Assigned task:
Transcribe every entry exactly, with nothing added or left out.

Records contained in a dataset:
****

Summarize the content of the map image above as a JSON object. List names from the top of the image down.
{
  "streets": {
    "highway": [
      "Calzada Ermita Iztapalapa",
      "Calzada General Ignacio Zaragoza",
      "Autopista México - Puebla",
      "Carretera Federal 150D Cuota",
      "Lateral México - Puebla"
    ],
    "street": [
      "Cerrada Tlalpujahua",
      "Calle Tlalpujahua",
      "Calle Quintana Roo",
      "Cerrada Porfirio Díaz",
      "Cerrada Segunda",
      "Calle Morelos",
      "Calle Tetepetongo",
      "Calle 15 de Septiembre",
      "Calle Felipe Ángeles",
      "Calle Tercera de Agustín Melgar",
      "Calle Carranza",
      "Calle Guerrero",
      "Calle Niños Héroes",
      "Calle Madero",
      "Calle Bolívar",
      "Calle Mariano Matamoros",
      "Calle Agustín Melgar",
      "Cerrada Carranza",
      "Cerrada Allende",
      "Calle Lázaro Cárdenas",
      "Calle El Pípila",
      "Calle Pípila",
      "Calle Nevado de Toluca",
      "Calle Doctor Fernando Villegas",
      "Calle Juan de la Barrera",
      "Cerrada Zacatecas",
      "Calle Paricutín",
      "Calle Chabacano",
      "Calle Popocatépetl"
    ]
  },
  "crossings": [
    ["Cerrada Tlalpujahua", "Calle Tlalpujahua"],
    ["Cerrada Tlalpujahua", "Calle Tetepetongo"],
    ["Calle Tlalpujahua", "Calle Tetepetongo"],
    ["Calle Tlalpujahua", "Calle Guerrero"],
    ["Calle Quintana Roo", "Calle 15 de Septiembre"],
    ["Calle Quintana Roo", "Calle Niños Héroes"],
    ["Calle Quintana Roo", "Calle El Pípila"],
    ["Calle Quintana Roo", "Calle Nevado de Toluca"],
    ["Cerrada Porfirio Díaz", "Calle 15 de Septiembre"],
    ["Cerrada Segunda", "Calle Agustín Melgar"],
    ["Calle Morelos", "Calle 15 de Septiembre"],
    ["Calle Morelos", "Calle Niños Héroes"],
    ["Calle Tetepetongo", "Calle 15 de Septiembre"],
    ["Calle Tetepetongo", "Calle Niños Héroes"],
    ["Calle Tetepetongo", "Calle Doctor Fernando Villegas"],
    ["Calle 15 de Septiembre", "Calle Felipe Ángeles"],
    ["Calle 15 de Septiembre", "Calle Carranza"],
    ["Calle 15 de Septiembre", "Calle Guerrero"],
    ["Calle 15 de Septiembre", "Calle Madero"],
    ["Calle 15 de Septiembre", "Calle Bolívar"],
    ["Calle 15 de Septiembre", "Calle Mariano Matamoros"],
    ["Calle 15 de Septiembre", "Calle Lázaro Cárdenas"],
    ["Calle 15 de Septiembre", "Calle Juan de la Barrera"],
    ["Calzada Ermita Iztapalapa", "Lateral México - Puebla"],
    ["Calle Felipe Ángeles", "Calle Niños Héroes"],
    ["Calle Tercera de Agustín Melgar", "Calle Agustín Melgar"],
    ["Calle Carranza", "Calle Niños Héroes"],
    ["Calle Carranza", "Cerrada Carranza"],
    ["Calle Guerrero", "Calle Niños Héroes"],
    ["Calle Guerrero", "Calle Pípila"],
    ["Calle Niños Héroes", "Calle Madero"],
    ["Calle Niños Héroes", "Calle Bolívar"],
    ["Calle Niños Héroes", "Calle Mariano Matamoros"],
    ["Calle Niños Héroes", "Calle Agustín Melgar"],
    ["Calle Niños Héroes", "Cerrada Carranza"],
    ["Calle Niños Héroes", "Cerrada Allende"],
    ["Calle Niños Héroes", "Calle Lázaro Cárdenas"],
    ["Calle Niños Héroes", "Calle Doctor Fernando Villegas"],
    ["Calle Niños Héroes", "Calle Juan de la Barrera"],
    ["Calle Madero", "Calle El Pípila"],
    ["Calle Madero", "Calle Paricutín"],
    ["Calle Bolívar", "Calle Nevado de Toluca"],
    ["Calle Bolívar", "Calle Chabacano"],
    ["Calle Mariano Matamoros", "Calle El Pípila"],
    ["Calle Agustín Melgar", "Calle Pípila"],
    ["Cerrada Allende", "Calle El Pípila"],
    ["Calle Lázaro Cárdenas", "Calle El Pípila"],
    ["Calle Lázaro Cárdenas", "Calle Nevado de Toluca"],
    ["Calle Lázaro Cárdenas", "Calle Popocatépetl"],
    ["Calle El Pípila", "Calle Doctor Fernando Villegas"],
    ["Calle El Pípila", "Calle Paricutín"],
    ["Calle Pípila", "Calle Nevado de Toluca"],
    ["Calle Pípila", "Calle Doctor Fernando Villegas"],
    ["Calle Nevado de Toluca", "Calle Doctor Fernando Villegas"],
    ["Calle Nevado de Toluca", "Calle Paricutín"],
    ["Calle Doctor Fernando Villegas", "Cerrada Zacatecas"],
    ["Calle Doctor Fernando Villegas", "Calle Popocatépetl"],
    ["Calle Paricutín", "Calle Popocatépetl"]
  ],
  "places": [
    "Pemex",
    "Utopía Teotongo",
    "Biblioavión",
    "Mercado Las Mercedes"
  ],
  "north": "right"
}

****

Problem solution:
Summarize the content of the map image above as a JSON object. List names from the top of the image down.
{
  "streets": {
    "highway": [
      "Calzada Ermita Iztapalapa",
      "Calzada General Ignacio Zaragoza",
      "Autopista México - Puebla",
      "Carretera Federal 150D Cuota",
      "Lateral México - Puebla"
    ],
    "street": [
      "Cerrada Tlalpujahua",
      "Calle Tlalpujahua",
      "Calle Quintana Roo",
      "Cerrada Porfirio Díaz",
      "Cerrada Segunda",
      "Calle Morelos",
      "Calle Tetepetongo",
      "Calle 15 de Septiembre",
      "Calle Felipe Ángeles",
      "Calle Tercera de Agustín Melgar",
      "Calle Carranza",
      "Calle Guerrero",
      "Calle Niños Héroes",
      "Calle Madero",
      "Calle Bolívar",
      "Calle Mariano Matamoros",
      "Calle Agustín Melgar",
      "Cerrada Carranza",
      "Cerrada Allende",
      "Calle Lázaro Cárdenas",
      "Calle El Pípila",
      "Calle Pípila",
      "Calle Nevado de Toluca",
      "Calle Doctor Fernando Villegas",
      "Calle Juan de la Barrera",
      "Cerrada Zacatecas",
      "Calle Paricutín",
      "Calle Chabacano",
      "Calle Popocatépetl"
    ]
  },
  "crossings": [
    ["Cerrada Tlalpujahua", "Calle Tlalpujahua"],
    ["Cerrada Tlalpujahua", "Calle Tetepetongo"],
    ["Calle Tlalpujahua", "Calle Tetepetongo"],
    ["Calle Tlalpujahua", "Calle Guerrero"],
    ["Calle Quintana Roo", "Calle 15 de Septiembre"],
    ["Calle Quintana Roo", "Calle Niños Héroes"],
    ["Calle Quintana Roo", "Calle El Pípila"],
    ["Calle Quintana Roo", "Calle Nevado de Toluca"],
    ["Cerrada Porfirio Díaz", "Calle 15 de Septiembre"],
    ["Cerrada Segunda", "Calle Agustín Melgar"],
    ["Calle Morelos", "Calle 15 de Septiembre"],
    ["Calle Morelos", "Calle Niños Héroes"],
    ["Calle Tetepetongo", "Calle 15 de Septiembre"],
    ["Calle Tetepetongo", "Calle Niños Héroes"],
    ["Calle Tetepetongo", "Calle Doctor Fernando Villegas"],
    ["Calle 15 de Septiembre", "Calle Felipe Ángeles"],
    ["Calle 15 de Septiembre", "Calle Carranza"],
    ["Calle 15 de Septiembre", "Calle Guerrero"],
    ["Calle 15 de Septiembre", "Calle Madero"],
    ["Calle 15 de Septiembre", "Calle Bolívar"],
    ["Calle 15 de Septiembre", "Calle Mariano Matamoros"],
    ["Calle 15 de Septiembre", "Calle Lázaro Cárdenas"],
    ["Calle 15 de Septiembre", "Calle Juan de la Barrera"],
    ["Calzada Ermita Iztapalapa", "Lateral México - Puebla"],
    ["Calle Felipe Ángeles", "Calle Niños Héroes"],
    ["Calle Tercera de Agustín Melgar", "Calle Agustín Melgar"],
    ["Calle Carranza", "Calle Niños Héroes"],
    ["Calle Carranza", "Cerrada Carranza"],
    ["Calle Guerrero", "Calle Niños Héroes"],
    ["Calle Guerrero", "Calle Pípila"],
    ["Calle Niños Héroes", "Calle Madero"],
    ["Calle Niños Héroes", "Calle Bolívar"],
    ["Calle Niños Héroes", "Calle Mariano Matamoros"],
    ["Calle Niños Héroes", "Calle Agustín Melgar"],
    ["Calle Niños Héroes", "Cerrada Carranza"],
    ["Calle Niños Héroes", "Cerrada Allende"],
    ["Calle Niños Héroes", "Calle Lázaro Cárdenas"],
    ["Calle Niños Héroes", "Calle Doctor Fernando Villegas"],
    ["Calle Niños Héroes", "Calle Juan de la Barrera"],
    ["Calle Madero", "Calle El Pípila"],
    ["Calle Madero", "Calle Paricutín"],
    ["Calle Bolívar", "Calle Nevado de Toluca"],
    ["Calle Bolívar", "Calle Chabacano"],
    ["Calle Mariano Matamoros", "Calle El Pípila"],
    ["Calle Agustín Melgar", "Calle Pípila"],
    ["Cerrada Allende", "Calle El Pípila"],
    ["Calle Lázaro Cárdenas", "Calle El Pípila"],
    ["Calle Lázaro Cárdenas", "Calle Nevado de Toluca"],
    ["Calle Lázaro Cárdenas", "Calle Popocatépetl"],
    ["Calle El Pípila", "Calle Doctor Fernando Villegas"],
    ["Calle El Pípila", "Calle Paricutín"],
    ["Calle Pípila", "Calle Nevado de Toluca"],
    ["Calle Pípila", "Calle Doctor Fernando Villegas"],
    ["Calle Nevado de Toluca", "Calle Doctor Fernando Villegas"],
    ["Calle Nevado de Toluca", "Calle Paricutín"],
    ["Calle Doctor Fernando Villegas", "Cerrada Zacatecas"],
    ["Calle Doctor Fernando Villegas", "Calle Popocatépetl"],
    ["Calle Paricutín", "Calle Popocatépetl"]
  ],
  "places": [
    "Pemex",
    "Utopía Teotongo",
    "Biblioavión",
    "Mercado Las Mercedes"
  ],
  "north": "right"
}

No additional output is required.